01 -
Preheat your oven to 350°F. Grease an 8x8-inch baking pan with 1 tbsp coconut oil, then line with parchment paper for easy removal. This setup ensures your High-Protein Cottage Cheese Brownies bake evenly and release cleanly every time.
02 -
Add 1 cup full-fat cottage cheese to a blender or food processor and blend until completely smooth, about 60 seconds. Add 2 large eggs, 1/4 cup melted unsalted butter, and 1 tsp pure vanilla extract. Blend again until silky and fully combined with no lumps remaining.
03 -
In a large mixing bowl, whisk together 1/2 cup unsweetened cocoa powder, 3/4 cup granulated sugar, 1/4 cup chocolate protein powder, and 1 tsp instant espresso powder. Pour in the 2 oz melted dark chocolate chips and stir until the mixture is deeply fragrant and uniform.
04 -
Pour the blended cottage cheese mixture into the chocolate bowl and stir well to combine. In a separate small bowl, whisk together 1/2 cup all-purpose flour, 1/4 tsp baking powder, 1/4 tsp fine sea salt, and 1 tbsp cornstarch. Fold the dry Fudgy Structure Mix gently into the wet batter until just incorporated.
05 -
Transfer the batter into your prepared pan and spread evenly with a spatula. Scatter 1/3 cup dark chocolate chips across the top, then finish with a generous pinch of 1 tbsp flaky sea salt. These finishing touches give your High-Protein Cottage Cheese Brownies a stunning, bakery-worthy appearance.
06 -
Bake at 350°F for 23–25 minutes, until the edges are set and the center has a very slight jiggle.

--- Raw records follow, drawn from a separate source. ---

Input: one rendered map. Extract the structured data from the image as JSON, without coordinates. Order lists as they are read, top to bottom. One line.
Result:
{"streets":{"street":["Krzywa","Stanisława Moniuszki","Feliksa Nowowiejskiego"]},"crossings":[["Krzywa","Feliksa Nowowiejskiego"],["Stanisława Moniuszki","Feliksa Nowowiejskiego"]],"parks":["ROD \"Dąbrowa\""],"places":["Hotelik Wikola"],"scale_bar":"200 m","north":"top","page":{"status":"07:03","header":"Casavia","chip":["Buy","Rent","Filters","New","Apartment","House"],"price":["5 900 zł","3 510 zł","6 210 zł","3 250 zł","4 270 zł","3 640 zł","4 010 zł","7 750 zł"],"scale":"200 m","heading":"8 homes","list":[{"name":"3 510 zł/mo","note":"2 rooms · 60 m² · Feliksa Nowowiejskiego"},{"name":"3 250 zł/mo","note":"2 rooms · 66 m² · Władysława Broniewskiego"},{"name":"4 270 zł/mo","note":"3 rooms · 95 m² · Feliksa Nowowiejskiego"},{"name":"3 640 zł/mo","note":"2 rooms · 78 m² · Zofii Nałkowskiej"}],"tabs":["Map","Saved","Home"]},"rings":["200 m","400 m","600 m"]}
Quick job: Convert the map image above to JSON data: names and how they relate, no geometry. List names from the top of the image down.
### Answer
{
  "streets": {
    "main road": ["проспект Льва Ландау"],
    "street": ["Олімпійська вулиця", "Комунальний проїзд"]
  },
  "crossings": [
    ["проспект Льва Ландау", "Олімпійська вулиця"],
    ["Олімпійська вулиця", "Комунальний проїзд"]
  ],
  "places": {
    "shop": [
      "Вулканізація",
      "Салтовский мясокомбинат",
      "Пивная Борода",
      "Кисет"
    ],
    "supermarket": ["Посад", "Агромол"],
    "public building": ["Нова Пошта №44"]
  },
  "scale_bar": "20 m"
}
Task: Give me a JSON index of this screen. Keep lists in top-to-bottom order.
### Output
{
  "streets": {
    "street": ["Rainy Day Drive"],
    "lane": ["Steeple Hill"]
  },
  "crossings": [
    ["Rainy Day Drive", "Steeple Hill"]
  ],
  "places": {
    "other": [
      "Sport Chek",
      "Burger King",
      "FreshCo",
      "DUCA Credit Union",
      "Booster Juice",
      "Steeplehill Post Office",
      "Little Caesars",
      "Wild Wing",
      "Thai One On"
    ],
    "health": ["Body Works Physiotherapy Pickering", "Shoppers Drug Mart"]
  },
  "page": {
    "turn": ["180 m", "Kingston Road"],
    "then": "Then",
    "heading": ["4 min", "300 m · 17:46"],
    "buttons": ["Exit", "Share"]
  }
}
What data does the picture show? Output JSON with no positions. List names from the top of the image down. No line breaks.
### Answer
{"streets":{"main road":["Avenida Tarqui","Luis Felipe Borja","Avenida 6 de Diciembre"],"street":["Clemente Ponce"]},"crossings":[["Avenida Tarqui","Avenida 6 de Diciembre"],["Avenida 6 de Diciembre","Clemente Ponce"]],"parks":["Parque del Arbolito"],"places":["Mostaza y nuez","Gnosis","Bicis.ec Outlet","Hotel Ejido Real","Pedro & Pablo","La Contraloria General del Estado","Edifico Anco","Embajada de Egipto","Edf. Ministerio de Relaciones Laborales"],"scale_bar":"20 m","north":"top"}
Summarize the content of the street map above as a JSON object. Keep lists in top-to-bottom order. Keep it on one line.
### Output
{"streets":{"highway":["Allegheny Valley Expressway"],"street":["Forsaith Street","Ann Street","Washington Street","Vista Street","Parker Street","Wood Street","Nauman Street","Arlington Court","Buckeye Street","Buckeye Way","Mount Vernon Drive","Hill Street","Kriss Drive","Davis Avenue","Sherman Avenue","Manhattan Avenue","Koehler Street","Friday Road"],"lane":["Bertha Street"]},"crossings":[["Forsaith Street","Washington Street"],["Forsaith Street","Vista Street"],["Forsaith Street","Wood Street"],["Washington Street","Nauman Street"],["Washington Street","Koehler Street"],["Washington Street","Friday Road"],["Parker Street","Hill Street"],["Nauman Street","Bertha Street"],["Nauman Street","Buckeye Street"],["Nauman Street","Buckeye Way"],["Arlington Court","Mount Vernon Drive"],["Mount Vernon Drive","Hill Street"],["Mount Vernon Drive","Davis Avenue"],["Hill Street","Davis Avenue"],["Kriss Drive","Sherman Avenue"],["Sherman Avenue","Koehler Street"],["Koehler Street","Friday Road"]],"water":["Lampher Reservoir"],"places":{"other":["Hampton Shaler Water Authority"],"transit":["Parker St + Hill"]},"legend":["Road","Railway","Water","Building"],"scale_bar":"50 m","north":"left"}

Avoid overbaking — the fudgy texture of these High-Protein Cottage Cheese Brownies develops as they cool. A toothpick inserted 1 inch from the edge should come out with moist crumbs.
07 -
Remove the pan from the oven and let it cool on a wire rack for at least 30 minutes before slicing. For the best High-Protein Cottage Cheese Brownies, refrigerate for an additional 20 minutes after cooling — this firms up the texture and makes cutting clean, even 9-square portions much easier.